* _Supplied data_
——

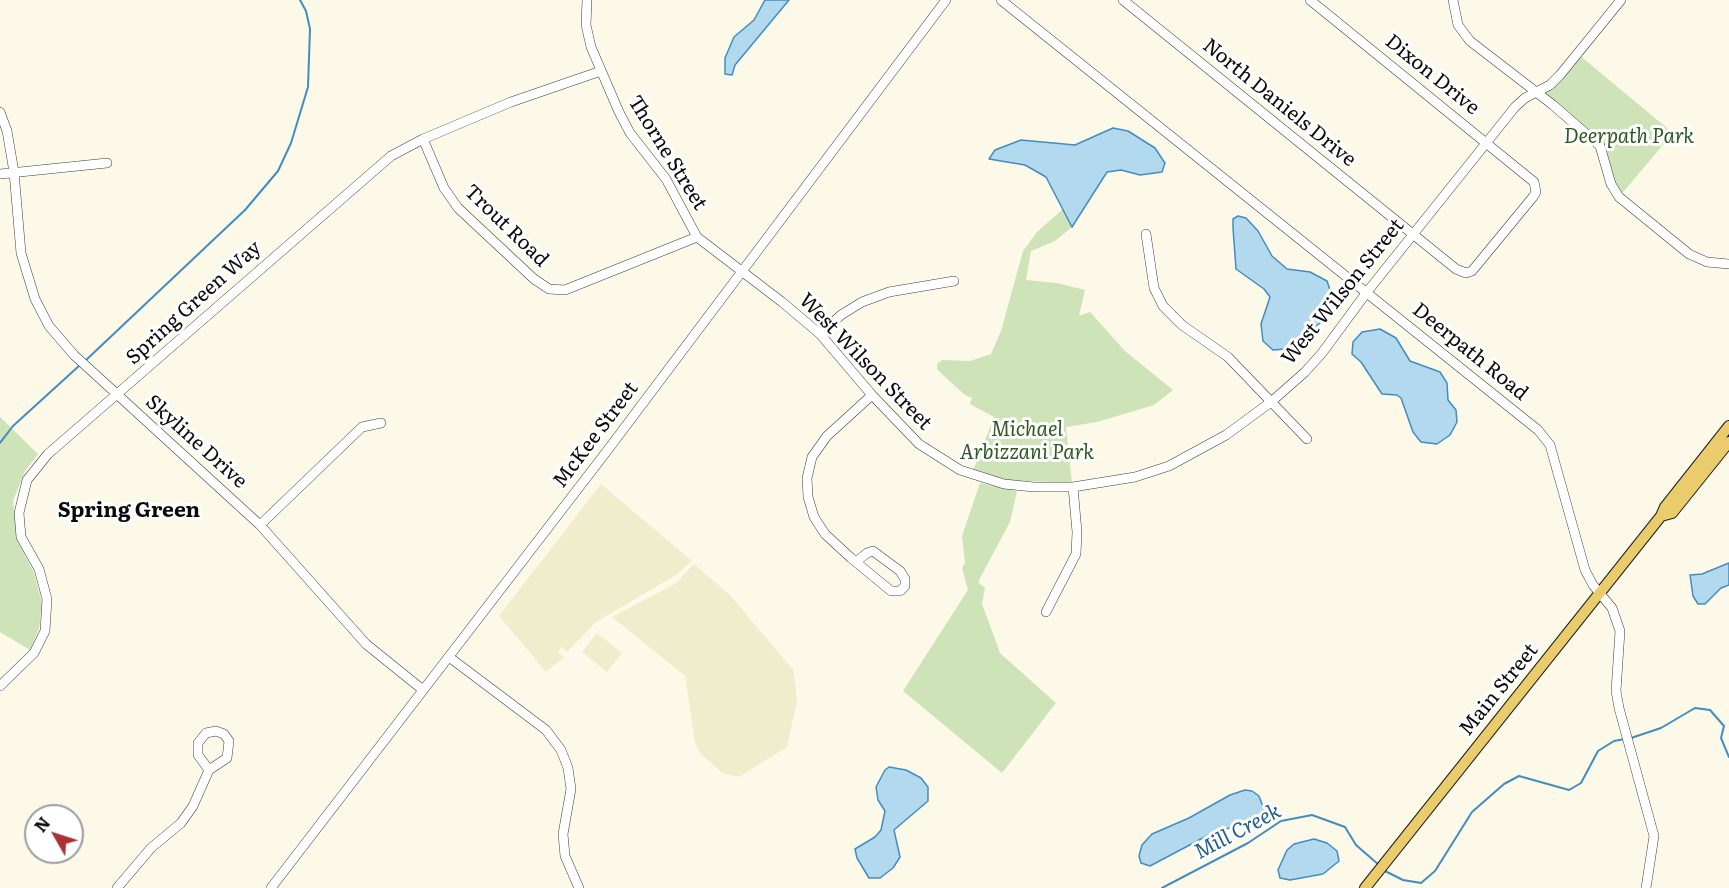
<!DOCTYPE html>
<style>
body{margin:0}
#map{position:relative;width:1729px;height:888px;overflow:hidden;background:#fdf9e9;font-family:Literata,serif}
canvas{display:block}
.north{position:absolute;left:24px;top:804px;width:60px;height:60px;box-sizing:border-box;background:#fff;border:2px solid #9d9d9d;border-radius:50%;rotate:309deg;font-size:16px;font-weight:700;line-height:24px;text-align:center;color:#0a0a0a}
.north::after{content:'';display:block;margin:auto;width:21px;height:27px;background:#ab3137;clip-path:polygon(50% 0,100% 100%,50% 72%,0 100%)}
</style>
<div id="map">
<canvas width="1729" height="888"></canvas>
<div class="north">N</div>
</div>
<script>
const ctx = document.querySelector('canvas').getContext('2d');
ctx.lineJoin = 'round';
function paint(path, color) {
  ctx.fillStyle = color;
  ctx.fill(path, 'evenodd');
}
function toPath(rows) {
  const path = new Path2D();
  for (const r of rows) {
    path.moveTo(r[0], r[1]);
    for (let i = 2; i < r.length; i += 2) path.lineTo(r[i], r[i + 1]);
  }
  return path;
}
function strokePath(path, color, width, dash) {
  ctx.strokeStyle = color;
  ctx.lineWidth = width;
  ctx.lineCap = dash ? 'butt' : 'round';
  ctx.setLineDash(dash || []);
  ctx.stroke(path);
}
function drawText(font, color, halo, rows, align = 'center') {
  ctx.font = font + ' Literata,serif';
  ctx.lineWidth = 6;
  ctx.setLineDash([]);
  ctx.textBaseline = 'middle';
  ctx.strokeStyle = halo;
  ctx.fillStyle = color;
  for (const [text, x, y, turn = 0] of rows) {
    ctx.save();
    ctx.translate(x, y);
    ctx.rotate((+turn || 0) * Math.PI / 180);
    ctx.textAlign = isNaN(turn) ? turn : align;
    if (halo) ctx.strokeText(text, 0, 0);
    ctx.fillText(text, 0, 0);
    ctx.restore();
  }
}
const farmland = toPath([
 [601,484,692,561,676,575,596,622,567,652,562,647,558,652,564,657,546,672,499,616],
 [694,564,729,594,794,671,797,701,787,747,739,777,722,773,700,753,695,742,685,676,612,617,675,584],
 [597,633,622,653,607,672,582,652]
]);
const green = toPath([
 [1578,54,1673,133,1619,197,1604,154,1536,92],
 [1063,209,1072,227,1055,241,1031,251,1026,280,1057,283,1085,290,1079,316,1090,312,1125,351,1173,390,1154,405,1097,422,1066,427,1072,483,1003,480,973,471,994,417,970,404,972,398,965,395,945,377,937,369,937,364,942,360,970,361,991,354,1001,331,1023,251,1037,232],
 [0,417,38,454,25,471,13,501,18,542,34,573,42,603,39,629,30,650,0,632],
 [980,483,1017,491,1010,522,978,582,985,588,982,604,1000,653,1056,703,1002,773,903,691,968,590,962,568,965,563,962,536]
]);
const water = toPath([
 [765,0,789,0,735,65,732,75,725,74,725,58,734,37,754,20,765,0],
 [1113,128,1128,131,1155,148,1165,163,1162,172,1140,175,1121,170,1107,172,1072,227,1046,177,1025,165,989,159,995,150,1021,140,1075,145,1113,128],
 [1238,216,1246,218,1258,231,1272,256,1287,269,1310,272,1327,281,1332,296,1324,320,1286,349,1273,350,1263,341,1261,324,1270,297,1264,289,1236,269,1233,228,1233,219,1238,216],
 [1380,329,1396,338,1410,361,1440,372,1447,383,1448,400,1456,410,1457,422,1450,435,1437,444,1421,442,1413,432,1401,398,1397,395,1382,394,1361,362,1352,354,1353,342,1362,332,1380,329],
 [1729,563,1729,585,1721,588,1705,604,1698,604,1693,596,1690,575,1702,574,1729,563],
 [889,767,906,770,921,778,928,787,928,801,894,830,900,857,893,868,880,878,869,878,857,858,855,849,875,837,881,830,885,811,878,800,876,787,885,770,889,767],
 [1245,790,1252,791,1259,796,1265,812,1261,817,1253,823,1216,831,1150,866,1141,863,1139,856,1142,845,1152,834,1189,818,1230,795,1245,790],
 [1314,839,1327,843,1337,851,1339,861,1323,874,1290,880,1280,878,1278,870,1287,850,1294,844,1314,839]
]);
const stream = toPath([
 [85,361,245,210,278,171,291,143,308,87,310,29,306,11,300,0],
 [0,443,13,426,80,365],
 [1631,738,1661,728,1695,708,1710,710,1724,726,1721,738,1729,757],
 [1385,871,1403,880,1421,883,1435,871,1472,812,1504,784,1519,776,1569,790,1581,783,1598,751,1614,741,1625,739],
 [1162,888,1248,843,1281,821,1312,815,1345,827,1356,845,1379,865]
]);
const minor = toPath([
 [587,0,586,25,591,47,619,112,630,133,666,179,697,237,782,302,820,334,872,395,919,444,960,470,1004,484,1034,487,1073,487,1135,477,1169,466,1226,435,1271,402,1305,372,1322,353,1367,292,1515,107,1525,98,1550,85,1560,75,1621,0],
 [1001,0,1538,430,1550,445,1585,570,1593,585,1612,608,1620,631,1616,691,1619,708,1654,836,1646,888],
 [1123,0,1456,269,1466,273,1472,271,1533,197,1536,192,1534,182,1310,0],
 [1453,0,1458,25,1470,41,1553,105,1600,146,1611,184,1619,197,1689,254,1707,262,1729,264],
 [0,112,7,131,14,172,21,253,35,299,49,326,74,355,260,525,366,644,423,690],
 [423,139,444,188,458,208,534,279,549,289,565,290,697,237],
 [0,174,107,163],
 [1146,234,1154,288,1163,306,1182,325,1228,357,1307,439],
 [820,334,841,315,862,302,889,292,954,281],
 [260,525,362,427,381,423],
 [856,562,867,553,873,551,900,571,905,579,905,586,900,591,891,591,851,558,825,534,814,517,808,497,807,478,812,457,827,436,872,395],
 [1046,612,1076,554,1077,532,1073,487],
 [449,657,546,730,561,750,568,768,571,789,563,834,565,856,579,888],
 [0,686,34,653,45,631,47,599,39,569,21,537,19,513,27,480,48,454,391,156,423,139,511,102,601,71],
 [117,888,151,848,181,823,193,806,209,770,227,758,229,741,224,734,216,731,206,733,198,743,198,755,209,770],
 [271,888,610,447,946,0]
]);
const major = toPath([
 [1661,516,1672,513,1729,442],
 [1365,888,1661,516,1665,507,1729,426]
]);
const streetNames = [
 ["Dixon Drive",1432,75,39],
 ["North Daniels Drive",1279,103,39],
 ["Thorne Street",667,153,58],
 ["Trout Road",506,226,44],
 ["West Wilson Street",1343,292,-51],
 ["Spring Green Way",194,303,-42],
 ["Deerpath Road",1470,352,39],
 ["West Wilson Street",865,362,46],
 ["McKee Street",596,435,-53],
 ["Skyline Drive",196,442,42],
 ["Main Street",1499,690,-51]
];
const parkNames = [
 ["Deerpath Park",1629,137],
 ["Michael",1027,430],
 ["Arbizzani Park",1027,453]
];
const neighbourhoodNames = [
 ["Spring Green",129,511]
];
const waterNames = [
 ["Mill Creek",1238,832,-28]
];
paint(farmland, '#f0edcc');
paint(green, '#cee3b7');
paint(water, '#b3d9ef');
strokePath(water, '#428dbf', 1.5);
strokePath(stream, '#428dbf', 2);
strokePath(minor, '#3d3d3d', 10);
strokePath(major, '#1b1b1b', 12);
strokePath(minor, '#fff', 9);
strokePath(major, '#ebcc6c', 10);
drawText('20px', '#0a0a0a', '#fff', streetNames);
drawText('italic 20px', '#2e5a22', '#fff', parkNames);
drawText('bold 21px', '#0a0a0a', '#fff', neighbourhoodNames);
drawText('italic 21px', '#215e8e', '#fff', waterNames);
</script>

——

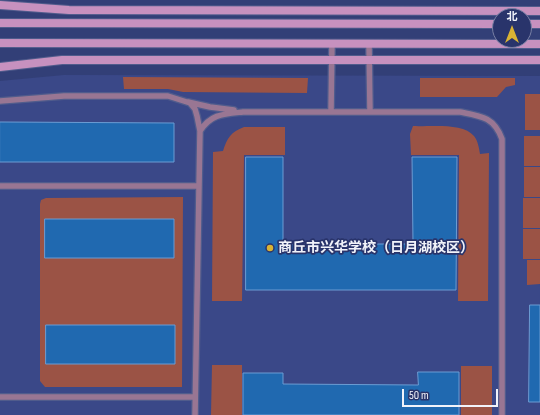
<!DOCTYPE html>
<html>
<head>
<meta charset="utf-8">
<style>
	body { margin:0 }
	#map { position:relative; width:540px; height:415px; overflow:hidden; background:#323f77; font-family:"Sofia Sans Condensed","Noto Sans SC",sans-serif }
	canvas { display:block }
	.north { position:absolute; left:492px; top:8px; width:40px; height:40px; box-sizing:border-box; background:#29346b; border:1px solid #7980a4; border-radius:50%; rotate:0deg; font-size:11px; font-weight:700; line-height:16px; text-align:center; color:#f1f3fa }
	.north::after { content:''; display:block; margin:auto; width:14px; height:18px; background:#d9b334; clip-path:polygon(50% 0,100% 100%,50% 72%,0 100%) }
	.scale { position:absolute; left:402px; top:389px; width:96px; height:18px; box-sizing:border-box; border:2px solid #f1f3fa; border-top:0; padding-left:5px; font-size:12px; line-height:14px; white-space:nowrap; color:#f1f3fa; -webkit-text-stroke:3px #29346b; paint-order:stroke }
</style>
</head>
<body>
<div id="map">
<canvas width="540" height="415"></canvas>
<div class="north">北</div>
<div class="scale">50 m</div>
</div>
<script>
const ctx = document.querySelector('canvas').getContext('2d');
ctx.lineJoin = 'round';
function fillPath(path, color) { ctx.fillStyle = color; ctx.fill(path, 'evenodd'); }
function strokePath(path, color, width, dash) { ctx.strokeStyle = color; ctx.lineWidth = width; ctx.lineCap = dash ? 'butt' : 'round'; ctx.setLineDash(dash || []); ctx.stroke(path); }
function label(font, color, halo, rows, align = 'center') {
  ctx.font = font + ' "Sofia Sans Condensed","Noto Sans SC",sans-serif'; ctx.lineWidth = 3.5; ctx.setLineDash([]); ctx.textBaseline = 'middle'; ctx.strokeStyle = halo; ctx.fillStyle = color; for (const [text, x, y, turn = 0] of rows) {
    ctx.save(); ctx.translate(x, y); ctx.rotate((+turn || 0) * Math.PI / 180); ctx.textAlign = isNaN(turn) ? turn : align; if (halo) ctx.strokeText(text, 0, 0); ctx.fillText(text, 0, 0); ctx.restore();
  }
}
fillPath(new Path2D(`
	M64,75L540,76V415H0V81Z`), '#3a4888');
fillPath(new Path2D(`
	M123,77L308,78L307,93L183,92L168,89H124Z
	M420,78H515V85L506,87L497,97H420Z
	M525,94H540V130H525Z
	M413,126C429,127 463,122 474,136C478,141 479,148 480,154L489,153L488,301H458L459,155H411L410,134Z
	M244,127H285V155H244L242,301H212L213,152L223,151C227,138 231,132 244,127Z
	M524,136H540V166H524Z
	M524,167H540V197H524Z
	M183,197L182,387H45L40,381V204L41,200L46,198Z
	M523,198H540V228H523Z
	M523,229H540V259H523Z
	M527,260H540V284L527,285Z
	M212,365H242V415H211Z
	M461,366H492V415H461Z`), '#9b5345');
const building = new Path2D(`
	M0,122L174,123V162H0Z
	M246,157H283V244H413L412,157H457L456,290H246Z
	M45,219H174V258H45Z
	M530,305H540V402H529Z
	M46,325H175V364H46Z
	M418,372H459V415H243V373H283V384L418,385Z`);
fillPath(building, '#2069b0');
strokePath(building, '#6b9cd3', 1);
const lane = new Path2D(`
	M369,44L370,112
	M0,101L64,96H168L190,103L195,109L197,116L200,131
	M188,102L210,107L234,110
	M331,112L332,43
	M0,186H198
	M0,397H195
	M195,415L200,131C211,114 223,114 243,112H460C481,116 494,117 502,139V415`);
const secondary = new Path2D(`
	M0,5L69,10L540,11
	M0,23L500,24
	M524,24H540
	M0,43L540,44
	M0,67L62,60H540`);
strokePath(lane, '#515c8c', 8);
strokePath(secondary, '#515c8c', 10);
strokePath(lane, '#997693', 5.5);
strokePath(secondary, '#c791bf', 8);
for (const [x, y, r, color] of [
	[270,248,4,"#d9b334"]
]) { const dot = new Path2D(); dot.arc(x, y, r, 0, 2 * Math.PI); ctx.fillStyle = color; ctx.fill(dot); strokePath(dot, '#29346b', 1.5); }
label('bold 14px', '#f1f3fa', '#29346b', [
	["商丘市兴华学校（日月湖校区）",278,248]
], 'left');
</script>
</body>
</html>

——

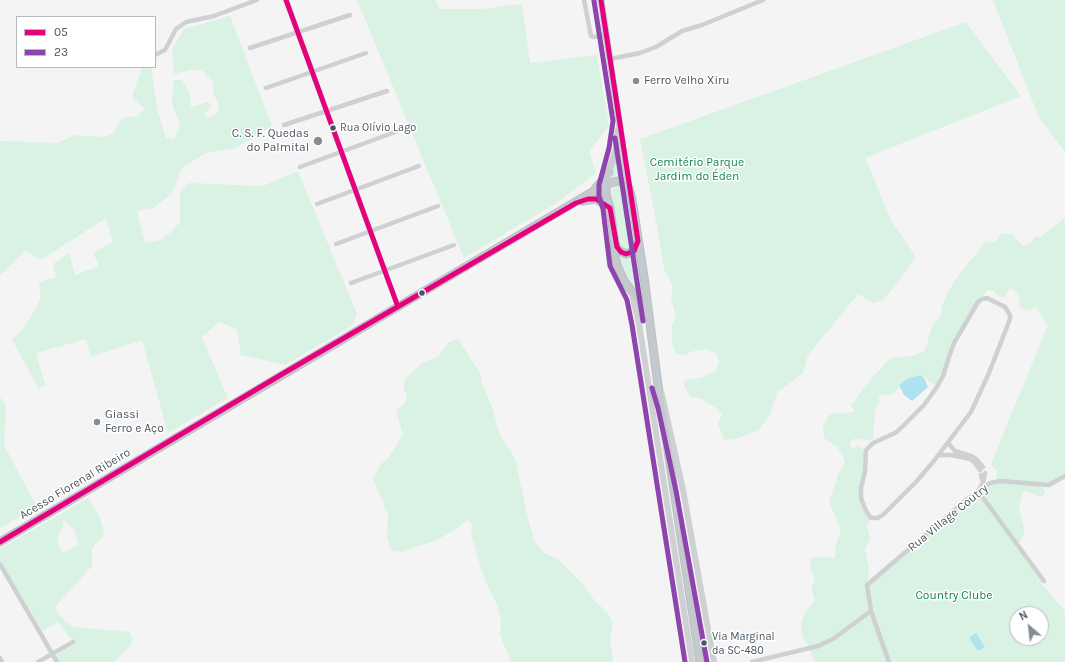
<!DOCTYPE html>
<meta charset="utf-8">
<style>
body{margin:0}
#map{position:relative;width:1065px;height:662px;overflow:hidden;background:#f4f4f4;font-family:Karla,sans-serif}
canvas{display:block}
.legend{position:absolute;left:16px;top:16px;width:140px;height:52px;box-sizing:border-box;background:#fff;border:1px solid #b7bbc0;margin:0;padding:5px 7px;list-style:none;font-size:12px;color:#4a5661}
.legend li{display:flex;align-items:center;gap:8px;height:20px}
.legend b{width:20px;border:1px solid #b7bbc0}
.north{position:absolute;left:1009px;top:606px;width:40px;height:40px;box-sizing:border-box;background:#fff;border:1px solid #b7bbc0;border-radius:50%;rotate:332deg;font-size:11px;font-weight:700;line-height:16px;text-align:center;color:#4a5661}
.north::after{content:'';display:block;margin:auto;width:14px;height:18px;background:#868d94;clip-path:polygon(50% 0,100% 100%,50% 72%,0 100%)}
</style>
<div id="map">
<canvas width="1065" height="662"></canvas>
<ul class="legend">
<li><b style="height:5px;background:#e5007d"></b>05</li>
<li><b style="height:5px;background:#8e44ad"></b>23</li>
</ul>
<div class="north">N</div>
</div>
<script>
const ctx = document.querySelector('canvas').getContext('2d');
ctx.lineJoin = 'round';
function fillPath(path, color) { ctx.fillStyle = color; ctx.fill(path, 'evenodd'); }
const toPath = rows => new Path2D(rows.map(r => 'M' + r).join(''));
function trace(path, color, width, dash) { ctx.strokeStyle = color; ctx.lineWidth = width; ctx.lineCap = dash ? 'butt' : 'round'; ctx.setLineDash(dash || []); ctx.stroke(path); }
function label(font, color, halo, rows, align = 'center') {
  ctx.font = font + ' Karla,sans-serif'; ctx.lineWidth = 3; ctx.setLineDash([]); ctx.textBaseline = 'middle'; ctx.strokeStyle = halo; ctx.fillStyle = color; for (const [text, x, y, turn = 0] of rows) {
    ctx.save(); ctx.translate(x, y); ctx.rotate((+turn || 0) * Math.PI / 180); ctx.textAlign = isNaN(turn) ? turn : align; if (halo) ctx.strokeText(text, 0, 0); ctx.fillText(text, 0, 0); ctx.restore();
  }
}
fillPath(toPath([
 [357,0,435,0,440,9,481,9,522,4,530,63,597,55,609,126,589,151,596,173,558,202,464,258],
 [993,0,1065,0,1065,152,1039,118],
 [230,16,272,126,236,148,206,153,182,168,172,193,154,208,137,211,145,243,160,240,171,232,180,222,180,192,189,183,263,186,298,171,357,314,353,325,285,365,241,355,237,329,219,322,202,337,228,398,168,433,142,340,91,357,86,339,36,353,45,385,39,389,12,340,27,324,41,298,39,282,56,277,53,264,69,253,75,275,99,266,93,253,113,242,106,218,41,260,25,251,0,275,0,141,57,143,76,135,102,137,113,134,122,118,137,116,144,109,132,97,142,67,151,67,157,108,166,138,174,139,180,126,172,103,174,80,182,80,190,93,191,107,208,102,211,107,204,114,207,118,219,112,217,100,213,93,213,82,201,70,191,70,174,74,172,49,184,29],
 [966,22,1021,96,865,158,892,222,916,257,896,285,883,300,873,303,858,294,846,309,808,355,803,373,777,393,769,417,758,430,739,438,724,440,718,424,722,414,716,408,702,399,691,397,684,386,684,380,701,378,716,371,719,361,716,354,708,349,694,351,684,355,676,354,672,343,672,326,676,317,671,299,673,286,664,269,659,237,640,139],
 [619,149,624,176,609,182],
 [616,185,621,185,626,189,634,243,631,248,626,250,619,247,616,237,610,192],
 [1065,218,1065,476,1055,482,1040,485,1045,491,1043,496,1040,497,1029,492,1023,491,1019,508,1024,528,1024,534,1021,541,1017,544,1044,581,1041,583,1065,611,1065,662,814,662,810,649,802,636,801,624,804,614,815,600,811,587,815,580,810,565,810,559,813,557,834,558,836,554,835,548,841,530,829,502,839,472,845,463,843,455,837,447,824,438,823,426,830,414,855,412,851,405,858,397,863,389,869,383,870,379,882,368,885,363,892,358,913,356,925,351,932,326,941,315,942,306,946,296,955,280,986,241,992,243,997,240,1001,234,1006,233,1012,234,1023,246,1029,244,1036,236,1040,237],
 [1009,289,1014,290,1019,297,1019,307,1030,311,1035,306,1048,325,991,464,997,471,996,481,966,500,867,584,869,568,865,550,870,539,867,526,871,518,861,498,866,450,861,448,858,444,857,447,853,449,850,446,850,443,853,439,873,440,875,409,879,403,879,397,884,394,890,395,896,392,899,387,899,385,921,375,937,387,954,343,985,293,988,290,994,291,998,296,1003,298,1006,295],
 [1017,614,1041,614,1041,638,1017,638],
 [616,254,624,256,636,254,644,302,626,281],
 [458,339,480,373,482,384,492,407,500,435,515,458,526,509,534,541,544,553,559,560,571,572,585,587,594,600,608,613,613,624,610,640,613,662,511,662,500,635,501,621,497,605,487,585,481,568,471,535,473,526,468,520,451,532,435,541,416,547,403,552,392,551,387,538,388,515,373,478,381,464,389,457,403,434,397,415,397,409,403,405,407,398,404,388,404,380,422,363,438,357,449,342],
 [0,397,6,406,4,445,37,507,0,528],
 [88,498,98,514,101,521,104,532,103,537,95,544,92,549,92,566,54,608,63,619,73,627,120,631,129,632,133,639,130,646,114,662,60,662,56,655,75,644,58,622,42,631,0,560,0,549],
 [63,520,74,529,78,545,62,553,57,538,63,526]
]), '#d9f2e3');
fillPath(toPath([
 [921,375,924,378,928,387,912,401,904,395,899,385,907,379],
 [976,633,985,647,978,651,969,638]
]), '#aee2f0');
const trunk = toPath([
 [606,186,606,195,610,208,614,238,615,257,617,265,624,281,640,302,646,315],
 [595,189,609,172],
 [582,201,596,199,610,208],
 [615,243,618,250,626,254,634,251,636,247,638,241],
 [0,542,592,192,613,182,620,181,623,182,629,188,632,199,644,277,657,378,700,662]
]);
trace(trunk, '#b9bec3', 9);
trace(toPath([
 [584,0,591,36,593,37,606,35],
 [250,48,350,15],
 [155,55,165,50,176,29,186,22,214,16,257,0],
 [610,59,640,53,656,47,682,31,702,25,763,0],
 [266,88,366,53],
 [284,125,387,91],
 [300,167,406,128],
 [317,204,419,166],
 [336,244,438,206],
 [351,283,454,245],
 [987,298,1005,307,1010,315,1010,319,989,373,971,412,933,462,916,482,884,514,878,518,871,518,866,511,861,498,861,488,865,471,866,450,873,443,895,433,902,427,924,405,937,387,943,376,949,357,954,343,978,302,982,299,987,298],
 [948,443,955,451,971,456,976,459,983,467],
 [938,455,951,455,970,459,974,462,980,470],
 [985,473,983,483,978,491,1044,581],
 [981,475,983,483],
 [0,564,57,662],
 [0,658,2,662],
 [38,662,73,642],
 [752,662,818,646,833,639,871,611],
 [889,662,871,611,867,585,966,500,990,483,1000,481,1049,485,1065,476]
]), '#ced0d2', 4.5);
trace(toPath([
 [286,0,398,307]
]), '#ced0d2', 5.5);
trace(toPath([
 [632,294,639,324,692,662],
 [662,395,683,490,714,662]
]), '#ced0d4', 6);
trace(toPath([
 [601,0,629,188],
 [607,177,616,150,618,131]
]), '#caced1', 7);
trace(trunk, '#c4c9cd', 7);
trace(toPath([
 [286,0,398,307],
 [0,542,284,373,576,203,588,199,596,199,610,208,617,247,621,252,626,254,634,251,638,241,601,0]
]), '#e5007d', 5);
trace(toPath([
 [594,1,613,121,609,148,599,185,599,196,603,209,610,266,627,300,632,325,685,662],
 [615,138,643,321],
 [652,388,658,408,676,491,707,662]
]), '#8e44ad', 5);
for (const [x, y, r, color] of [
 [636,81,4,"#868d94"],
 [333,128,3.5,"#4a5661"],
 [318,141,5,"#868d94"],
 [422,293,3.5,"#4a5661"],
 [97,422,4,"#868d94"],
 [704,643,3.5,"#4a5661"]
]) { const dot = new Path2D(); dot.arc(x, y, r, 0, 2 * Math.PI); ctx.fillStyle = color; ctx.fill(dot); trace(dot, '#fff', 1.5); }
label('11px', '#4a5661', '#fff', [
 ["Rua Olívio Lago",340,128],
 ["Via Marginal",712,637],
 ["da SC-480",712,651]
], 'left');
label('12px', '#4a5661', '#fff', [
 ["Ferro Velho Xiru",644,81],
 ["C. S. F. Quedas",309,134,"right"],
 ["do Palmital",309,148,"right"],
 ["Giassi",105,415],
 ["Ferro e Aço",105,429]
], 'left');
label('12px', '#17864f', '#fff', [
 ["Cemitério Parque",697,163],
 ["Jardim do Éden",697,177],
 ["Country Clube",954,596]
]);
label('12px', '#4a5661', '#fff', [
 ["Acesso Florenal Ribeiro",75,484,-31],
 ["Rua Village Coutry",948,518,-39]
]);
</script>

——

* _Exercise brief_
Search the data for "strokeStyle". Copy every line that has it.

* _Exercise solution_
  ctx.strokeStyle = color;
  ctx.strokeStyle = halo;
function strokePath(path, color, width, dash) { ctx.strokeStyle = color; ctx.lineWidth = width; ctx.lineCap = dash ? 'butt' : 'round'; ctx.setLineDash(dash || []); ctx.stroke(path); }
  ctx.font = font + ' "Sofia Sans Condensed","Noto Sans SC",sans-serif'; ctx.lineWidth = 3.5; ctx.setLineDash([]); ctx.textBaseline = 'middle'; ctx.strokeStyle = halo; ctx.fillStyle = color; for (const [text, x, y, turn = 0] of rows) {
function trace(path, color, width, dash) { ctx.strokeStyle = color; ctx.lineWidth = width; ctx.lineCap = dash ? 'butt' : 'round'; ctx.setLineDash(dash || []); ctx.stroke(path); }
  ctx.font = font + ' Karla,sans-serif'; ctx.lineWidth = 3; ctx.setLineDash([]); ctx.textBaseline = 'middle'; ctx.strokeStyle = halo; ctx.fillStyle = color; for (const [text, x, y, turn = 0] of rows) {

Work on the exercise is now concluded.